Hook donors online - but lure them back with direct mail

publication date: Jun 13, 2011
Most donors give through just one channel - direct mail. And even new donors acquired online switch "in large numbers to direct mail giving in subsequent years."

That's not a promo from a direct mail specialist. It's the carefully verified conclusion from Target Analytics' five-year study of 28 large nonprofits with a cumulative total of 15 million donors and over $1 billion in revenue.

Retention, lifetime value better if they switch

The Internet is without doubt a successful acquisition channel, Target says, but it's not effective for retention. Online-acquired donors that start giving through direct mail as well show a significant uptick in their retention and lifetime value when compared to the online-only cohort.

And whether or not donors are giving through multiple channels won't help you predict their value and likelihood of retention.

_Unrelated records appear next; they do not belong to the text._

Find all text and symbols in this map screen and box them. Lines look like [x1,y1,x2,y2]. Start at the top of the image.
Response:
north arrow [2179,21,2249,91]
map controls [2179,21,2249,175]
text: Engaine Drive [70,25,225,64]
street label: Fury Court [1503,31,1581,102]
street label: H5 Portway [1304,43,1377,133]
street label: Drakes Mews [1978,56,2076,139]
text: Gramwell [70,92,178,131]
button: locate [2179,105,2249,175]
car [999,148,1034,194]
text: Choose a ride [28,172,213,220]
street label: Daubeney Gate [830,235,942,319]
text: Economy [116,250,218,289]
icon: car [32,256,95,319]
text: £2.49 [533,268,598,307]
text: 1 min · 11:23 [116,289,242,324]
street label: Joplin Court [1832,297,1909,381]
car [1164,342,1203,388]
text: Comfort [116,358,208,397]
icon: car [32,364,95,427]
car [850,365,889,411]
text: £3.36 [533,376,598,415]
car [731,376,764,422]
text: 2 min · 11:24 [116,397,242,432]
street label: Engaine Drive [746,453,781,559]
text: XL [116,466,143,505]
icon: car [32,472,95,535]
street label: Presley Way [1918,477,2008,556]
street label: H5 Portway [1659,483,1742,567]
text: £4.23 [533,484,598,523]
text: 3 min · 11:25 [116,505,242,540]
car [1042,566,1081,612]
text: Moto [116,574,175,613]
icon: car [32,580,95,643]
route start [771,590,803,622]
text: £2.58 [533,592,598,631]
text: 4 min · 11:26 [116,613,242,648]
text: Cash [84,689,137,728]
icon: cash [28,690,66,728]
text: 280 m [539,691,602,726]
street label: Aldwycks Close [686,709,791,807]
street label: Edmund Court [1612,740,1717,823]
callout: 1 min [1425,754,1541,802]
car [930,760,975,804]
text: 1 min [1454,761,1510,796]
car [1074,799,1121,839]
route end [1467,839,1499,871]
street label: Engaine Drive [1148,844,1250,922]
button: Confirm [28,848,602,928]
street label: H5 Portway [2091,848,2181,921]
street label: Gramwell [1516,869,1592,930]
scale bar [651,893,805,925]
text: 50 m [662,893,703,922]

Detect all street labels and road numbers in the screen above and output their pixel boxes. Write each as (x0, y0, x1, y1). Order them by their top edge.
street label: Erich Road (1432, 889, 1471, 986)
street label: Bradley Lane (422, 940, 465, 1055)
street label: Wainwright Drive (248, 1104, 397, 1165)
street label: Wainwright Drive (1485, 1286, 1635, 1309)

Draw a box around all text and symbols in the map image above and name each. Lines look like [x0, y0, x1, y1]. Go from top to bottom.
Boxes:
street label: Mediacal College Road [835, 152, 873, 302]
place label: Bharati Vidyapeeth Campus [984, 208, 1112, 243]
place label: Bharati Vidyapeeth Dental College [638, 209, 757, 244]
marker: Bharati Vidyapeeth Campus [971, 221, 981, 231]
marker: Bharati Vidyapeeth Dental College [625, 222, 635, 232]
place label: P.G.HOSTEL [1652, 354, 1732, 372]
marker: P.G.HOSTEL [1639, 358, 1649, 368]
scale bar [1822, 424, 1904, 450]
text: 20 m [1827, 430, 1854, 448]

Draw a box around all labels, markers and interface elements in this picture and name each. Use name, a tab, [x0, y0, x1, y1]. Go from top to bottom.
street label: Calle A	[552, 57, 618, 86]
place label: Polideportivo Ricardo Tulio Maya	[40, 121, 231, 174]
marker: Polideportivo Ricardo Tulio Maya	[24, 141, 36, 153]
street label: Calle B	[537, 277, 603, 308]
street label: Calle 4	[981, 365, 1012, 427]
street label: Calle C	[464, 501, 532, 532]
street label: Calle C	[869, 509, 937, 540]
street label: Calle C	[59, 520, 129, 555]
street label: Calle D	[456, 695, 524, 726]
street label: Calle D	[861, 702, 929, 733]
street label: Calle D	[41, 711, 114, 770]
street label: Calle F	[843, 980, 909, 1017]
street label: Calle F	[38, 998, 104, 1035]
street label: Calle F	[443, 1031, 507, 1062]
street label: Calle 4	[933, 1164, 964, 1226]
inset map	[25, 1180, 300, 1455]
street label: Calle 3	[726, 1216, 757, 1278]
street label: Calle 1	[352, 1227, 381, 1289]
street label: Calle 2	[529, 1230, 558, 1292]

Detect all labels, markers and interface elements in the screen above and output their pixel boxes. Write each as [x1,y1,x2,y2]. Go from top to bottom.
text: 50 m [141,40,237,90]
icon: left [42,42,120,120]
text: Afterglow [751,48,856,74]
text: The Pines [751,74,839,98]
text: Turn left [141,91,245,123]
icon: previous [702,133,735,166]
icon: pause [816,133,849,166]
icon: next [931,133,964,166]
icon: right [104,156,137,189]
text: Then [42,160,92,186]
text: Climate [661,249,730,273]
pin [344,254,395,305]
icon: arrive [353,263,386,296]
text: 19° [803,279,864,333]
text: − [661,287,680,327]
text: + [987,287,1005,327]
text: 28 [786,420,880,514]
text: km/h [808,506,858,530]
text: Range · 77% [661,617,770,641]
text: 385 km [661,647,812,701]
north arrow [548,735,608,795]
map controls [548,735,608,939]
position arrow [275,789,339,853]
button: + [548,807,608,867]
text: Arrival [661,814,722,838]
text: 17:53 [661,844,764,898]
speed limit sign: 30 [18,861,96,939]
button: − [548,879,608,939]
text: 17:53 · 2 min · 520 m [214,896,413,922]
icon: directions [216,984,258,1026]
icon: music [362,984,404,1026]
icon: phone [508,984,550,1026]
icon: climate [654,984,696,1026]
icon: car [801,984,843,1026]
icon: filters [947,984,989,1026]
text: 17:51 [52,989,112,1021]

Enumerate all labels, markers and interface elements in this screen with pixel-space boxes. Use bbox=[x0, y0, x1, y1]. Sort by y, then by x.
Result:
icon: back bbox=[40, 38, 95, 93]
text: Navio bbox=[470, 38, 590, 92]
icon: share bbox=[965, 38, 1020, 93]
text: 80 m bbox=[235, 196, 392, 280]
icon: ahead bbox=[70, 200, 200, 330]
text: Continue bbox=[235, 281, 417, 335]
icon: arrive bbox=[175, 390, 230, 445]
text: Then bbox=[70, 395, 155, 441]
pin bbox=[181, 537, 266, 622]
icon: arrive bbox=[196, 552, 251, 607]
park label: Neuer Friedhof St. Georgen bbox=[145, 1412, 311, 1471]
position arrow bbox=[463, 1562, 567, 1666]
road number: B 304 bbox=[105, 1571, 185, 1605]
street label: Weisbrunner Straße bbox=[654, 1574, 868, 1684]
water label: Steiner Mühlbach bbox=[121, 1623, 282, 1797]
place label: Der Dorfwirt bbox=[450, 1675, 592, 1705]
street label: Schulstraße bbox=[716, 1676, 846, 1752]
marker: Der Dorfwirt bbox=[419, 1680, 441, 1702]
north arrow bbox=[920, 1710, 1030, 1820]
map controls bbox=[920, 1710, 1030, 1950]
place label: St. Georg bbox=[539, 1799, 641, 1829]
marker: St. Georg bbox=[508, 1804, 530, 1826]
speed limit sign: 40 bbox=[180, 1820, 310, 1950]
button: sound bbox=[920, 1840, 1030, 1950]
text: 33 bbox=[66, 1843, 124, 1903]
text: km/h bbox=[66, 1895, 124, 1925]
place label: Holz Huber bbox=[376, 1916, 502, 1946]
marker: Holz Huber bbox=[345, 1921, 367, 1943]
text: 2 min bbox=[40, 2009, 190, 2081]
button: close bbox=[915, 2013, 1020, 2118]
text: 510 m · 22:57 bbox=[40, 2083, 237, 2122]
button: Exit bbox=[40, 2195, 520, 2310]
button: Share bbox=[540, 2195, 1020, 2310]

To evaluate that, use the same yardstick direct marketers have used for ages - recency, frequency, and amount.

"It is the ability of online-acquired donors to use another channel - that is, to start giving through direct mail - that significantly boosts the long-term value of this group of donors," said Rob Harris, Target Analytics' director of analytic products and a co-author of the study. "The most successful organizations have integrated online and offline marketing teams and CRM systems to develop effective multichannel communication strategies that can maximize donor value."

Other key findings about online donors include:

  • The majority of gifts are still received through direct mail, although it has become increasingly common for new donors to give their first gift online.
  • Online-acquired donors are significantly younger and tend to have higher household incomes than mail-acquired donors.
  • Online-acquired donors tend to give much larger gifts but have slightly lower retention rates than mail-acquired donors.
  • As a group, online-acquired donors have much higher cumulative value over the long term than traditional mail-acquired donors. However, long-term value varies depending on the donor's original gift level.
  • The substantially higher initial gift amounts given by online-acquired donors can mask issues with retention.

Every year, high percentages of online-acquired donors switch from online to offline giving, primarily to direct mail. The reverse is not true, however. Only a tiny percentage of mail-acquired donors give online in later years.